Early Prediction of Causes (not Effects) in Healthcare by Long-Term Clinical Time Series Forecasting

Machine learning for early syndrome diagnosis aims to solve the intricate task of predicting a ground truth label that most often is the outcome (effect) of a medical consensus definition applied to observed clinical measurements (causes), given clinical measurements observed several hours before. Instead of focusing on the prediction of the future effect, we propose to directly predict the causes via time series forecasting (TSF) of clinical variables and determine the effect by applying the gold standard consensus definition to the forecasted values. This method has the invaluable advantage of being straightforwardly interpretable to clinical practitioners, and because model training does not rely on a particular label anymore, the forecasted data can be used to predict any consensus-based label. We exemplify our method by means of long-term TSF with Transformer models, with a focus on accurate prediction of sparse clinical variables involved in the SOFA-based Sepsis-3 definition and the new Simplified Acute Physiology Score (SAPS-II) definition. Our experiments are conducted on two datasets and show that contrary to recent proposals which advocate set function encoders for time series and direct multi-step decoders, best results are achieved by a combination of standard dense encoders with iterative multi-step decoders. The key for success of iterative multi-step decoding can be attributed to its ability to capture cross-variate dependencies and to a student forcing training strategy that teaches the model to rely on its own previous time step predictions for the next time step prediction.

Validity problems in clinical machine learning by indirect data labeling using consensus definitions

We demonstrate a validity problem of machine learning in the vital application area of disease diagnosis in medicine. It arises when target labels in training data are determined by an indirect measurement, and the fundamental measurements needed to determine this indirect measurement are included in the input data representation. Machine learning models trained on this data will learn nothing else but to exactly reconstruct the known target definition. Such models show perfect performance on similarly constructed test data but will fail catastrophically on real-world examples where the defining fundamental measurements are not or only incompletely available. We present a general procedure allowing identification of problematic datasets and black-box machine learning models trained on them, and exemplify our detection procedure on the task of early prediction of sepsis.

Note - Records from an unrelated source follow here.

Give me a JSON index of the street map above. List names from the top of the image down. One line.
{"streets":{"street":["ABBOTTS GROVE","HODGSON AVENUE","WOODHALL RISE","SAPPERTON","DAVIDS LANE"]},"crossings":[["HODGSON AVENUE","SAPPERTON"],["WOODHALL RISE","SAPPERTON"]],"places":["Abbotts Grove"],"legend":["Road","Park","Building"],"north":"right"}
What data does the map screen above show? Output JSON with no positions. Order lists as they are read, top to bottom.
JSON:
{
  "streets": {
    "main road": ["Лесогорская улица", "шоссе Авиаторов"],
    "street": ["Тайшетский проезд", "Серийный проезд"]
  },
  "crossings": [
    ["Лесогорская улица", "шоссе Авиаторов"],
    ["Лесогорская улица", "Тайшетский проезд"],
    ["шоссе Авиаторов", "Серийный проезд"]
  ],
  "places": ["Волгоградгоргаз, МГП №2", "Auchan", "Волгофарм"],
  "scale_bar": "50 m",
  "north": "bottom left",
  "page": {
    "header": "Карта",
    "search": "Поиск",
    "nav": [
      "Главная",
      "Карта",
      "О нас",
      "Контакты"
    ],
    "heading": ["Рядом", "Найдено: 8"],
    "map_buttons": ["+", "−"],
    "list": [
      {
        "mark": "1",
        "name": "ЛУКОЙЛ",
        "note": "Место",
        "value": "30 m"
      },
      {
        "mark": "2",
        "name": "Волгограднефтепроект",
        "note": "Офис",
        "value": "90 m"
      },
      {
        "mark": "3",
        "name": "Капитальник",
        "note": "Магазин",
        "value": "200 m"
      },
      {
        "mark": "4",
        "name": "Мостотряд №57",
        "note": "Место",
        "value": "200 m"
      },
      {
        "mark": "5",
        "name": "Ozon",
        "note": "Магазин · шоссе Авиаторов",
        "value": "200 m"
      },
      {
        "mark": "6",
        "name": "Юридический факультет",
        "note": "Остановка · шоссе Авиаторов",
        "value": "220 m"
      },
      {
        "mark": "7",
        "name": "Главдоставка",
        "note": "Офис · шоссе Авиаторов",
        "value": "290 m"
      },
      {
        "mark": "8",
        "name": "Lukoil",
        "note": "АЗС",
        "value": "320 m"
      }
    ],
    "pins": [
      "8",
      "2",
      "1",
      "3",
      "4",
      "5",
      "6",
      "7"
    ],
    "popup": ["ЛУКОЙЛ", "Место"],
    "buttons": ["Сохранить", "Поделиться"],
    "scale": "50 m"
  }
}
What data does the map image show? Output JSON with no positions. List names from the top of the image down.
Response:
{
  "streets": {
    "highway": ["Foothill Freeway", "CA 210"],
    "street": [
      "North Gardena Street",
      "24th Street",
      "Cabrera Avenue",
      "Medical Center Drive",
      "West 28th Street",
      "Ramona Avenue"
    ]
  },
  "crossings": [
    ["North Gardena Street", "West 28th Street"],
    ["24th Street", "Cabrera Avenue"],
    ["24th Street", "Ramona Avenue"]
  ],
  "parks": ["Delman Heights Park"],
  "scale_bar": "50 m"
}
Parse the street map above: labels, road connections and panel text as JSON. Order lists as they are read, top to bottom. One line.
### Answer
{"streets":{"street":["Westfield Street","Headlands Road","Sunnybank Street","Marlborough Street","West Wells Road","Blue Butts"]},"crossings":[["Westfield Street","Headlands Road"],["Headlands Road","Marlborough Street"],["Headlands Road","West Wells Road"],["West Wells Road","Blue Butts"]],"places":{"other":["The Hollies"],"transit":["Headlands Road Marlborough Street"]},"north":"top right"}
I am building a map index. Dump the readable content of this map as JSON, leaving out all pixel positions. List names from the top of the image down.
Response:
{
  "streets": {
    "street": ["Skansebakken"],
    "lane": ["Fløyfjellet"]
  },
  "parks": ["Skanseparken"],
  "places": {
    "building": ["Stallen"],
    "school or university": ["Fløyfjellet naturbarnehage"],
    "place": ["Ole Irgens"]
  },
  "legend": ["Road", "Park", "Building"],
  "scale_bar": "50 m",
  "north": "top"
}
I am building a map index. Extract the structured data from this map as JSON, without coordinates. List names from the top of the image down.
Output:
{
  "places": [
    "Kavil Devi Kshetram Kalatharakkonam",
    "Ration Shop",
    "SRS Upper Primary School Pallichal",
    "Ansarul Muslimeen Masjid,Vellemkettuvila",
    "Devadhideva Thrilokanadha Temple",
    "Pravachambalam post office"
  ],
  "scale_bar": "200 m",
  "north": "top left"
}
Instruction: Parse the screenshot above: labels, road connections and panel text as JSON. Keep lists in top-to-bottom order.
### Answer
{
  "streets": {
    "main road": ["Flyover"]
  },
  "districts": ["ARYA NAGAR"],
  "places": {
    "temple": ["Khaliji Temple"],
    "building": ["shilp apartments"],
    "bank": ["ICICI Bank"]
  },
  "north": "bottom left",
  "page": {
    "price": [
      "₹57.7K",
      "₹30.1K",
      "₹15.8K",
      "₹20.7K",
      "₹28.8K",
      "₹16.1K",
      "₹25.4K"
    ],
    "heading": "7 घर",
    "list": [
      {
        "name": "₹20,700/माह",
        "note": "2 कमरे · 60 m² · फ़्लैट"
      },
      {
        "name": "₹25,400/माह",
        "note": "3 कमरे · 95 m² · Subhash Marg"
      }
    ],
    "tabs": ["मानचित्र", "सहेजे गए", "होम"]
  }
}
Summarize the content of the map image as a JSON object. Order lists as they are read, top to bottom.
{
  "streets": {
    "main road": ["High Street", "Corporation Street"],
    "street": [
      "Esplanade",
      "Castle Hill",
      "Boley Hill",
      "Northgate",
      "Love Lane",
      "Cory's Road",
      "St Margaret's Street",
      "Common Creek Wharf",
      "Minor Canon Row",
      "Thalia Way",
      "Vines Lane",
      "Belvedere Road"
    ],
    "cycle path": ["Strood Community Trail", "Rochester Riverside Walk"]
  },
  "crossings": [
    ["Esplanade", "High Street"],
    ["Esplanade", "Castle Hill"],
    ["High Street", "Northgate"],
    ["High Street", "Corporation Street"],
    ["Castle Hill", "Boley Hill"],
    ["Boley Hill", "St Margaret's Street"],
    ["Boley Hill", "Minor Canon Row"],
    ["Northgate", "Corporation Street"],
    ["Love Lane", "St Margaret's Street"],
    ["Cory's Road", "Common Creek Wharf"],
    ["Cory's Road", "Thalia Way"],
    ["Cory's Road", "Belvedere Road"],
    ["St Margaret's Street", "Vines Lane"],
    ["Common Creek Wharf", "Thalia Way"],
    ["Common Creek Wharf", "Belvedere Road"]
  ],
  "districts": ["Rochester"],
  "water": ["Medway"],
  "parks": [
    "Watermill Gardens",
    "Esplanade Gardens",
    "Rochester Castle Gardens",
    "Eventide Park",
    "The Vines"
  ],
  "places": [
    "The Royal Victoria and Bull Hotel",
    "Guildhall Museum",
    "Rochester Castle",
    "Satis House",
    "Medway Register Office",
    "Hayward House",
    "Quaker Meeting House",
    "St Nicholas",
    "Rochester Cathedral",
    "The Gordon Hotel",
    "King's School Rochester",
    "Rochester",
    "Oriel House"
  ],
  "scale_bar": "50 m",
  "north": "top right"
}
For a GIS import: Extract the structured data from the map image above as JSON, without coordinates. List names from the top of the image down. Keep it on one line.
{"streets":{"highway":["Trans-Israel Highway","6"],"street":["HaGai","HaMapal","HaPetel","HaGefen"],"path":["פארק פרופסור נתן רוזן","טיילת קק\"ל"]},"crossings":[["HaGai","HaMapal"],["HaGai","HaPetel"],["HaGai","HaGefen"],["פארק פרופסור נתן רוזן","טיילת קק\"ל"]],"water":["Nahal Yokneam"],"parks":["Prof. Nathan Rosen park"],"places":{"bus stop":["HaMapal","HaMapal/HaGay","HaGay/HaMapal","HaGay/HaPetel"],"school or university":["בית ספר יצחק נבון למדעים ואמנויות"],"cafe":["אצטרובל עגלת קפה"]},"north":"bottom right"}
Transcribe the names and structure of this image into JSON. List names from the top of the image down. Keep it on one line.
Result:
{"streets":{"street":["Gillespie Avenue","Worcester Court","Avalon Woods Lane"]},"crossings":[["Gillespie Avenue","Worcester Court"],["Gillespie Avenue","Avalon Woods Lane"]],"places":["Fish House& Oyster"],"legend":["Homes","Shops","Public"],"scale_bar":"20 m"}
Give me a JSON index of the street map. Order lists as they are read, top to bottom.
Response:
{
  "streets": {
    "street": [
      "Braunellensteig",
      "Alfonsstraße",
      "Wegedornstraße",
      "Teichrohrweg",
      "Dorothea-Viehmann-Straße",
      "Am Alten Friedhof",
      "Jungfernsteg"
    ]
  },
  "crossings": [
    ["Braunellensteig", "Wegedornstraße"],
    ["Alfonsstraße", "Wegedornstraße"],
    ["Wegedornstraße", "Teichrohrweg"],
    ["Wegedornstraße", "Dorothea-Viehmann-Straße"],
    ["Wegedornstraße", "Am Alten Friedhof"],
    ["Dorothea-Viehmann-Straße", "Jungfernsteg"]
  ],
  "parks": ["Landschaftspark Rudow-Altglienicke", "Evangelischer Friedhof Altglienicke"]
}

Towards Inferential Reproducibility of Machine Learning Research

Reliability of machine learning evaluation -- the consistency of observed evaluation scores across replicated model training runs -- is affected by several sources of nondeterminism which can be regarded as measurement noise. Current tendencies to remove noise in order to enforce reproducibility of research results neglect inherent nondeterminism at the implementation level and disregard crucial interaction effects between algorithmic noise factors and data properties. This limits the scope of conclusions that can be drawn from such experiments. Instead of removing noise, we propose to incorporate several sources of variance, including their interaction with data properties, into an analysis of significance and reliability of machine learning evaluation, with the aim to draw inferences beyond particular instances of trained models. We show how to use linear mixed effects models (LMEMs) to analyze performance evaluation scores, and to conduct statistical inference with a generalized likelihood ratio test (GLRT). This allows us to incorporate arbitrary sources of noise like meta-parameter variations into statistical significance testing, and to assess performance differences conditional on data properties. Furthermore, a variance component analysis (VCA) enables the analysis of the contribution of noise sources to overall variance and the computation of a reliability coefficient by the ratio of substantial to total variance.

False perfection in machine prediction: Detecting and assessing circularity problems in machine learning

Machine learning algorithms train models from patterns of input data and target outputs, with the goal of predicting correct outputs for unseen test inputs. Here we demonstrate a problem of machine learning in vital application areas such as medical informatics or patent law that consists of the inclusion of measurements on which target outputs are deterministically defined in the representations of input data. This leads to perfect, but circular predictions based on a machine reconstruction of the known target definition, but fails on real-world data where the defining measurements may not or only incompletely be available. We present a circularity test that shows, for given datasets and black-box machine learning models, whether the target functional definition can be reconstructed and has been used in training. We argue that a transfer of research results to real-world applications requires to avoid circularity by separating measurements that define target outcomes from data representations in machine learning.